-- DATA LISTING --
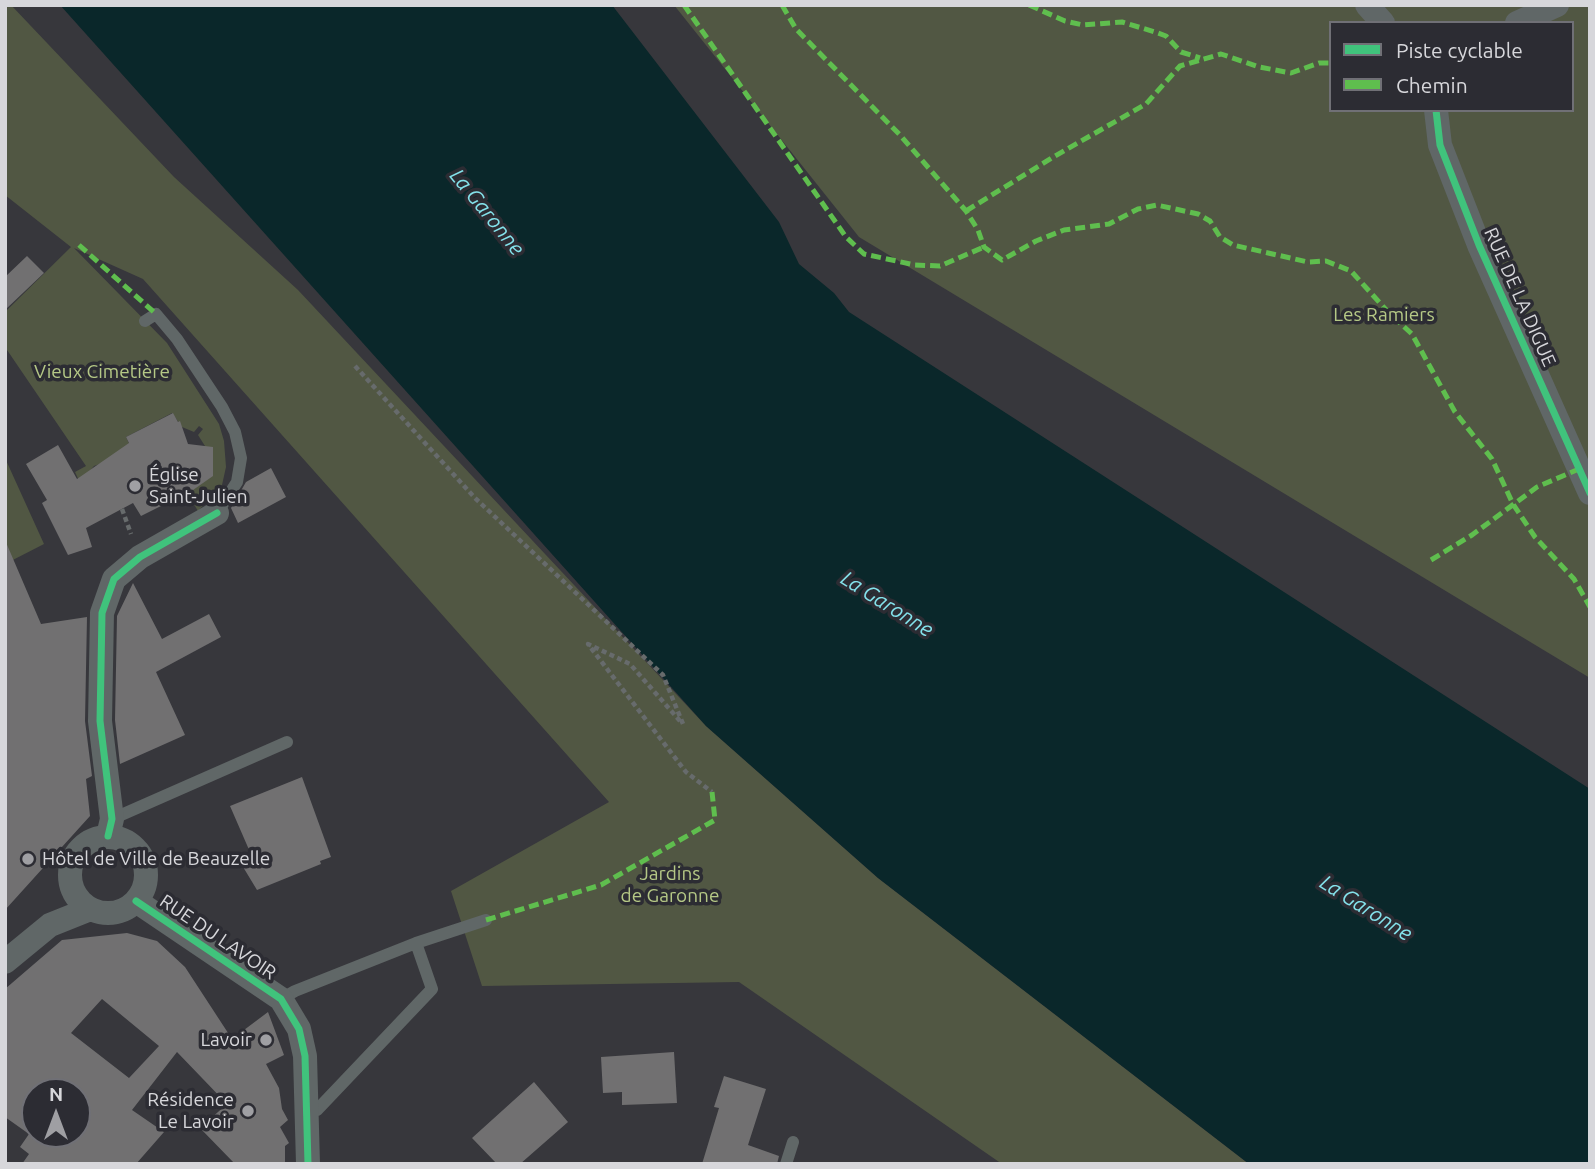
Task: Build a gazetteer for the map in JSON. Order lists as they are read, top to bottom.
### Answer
{
  "streets": {
    "street": ["RUE DE LA DIGUE", "RUE DU LAVOIR"]
  },
  "water": ["La Garonne"],
  "parks": ["Les Ramiers", "Vieux Cimetière", "Jardins de Garonne"],
  "places": [
    "Église Saint-Julien",
    "Hôtel de Ville de Beauzelle",
    "Lavoir",
    "Résidence Le Lavoir"
  ],
  "legend": ["Piste cyclable", "Chemin"],
  "north": "top"
}
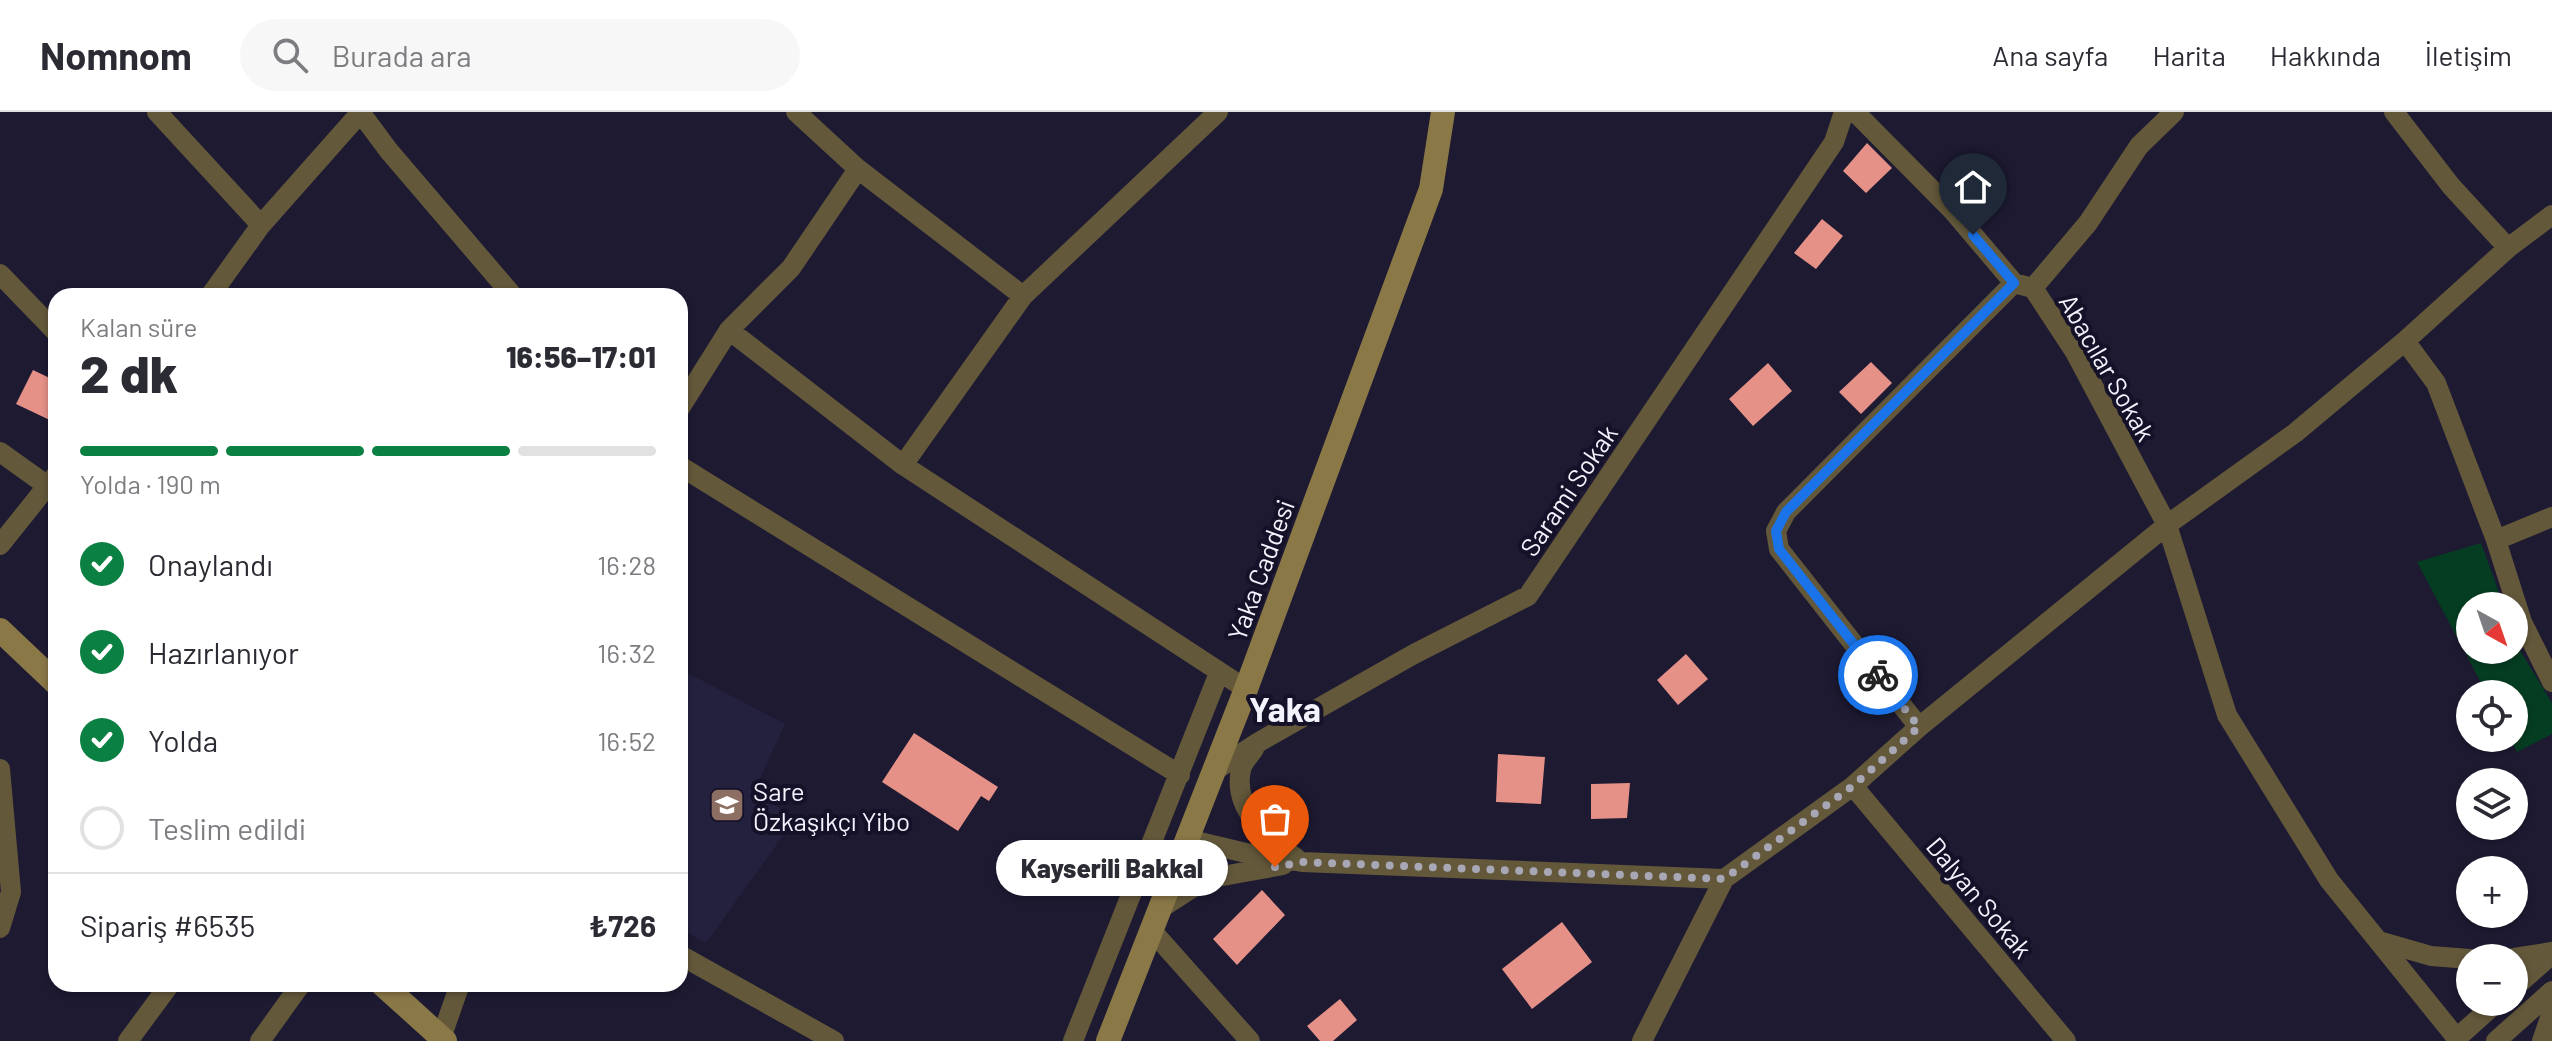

-- BRIEF --
Retype all the records exactly and keep out every picture.

-- WRITTEN ANSWER --
Task: Build a gazetteer for the map in JSON. Order lists as they are read, top to bottom.
### Answer
{
  "streets": {
    "street": ["RUE DE LA DIGUE", "RUE DU LAVOIR"]
  },
  "water": ["La Garonne"],
  "parks": ["Les Ramiers", "Vieux Cimetière", "Jardins de Garonne"],
  "places": [
    "Église Saint-Julien",
    "Hôtel de Ville de Beauzelle",
    "Lavoir",
    "Résidence Le Lavoir"
  ],
  "legend": ["Piste cyclable", "Chemin"],
  "north": "top"
}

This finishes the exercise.